Top of Input data

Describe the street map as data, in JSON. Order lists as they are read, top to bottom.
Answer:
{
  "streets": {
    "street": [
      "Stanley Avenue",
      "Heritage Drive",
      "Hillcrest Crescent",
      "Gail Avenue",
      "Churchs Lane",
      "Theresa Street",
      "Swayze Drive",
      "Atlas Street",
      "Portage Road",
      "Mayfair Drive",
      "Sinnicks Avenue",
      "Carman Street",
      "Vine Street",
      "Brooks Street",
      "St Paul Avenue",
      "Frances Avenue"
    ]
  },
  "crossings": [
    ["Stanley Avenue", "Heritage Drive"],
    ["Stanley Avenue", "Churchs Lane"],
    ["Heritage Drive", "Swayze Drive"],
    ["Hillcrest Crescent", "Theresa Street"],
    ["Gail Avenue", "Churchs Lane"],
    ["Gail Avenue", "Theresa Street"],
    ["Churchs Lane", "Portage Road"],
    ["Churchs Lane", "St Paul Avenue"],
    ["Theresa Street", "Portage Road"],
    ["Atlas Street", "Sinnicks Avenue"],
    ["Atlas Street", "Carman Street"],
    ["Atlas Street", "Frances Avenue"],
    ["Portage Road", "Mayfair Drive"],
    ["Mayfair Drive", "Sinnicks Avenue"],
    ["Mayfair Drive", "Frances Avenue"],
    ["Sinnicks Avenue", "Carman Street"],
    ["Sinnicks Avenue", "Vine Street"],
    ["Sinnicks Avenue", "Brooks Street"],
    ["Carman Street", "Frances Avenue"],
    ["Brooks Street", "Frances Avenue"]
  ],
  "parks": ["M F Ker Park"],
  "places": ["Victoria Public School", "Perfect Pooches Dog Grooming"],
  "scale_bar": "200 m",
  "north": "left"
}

Bottom of Input data

• Task goal: Work out how many lines of the data include the word "Mayfair". Then write only that number.

• Completed task: 4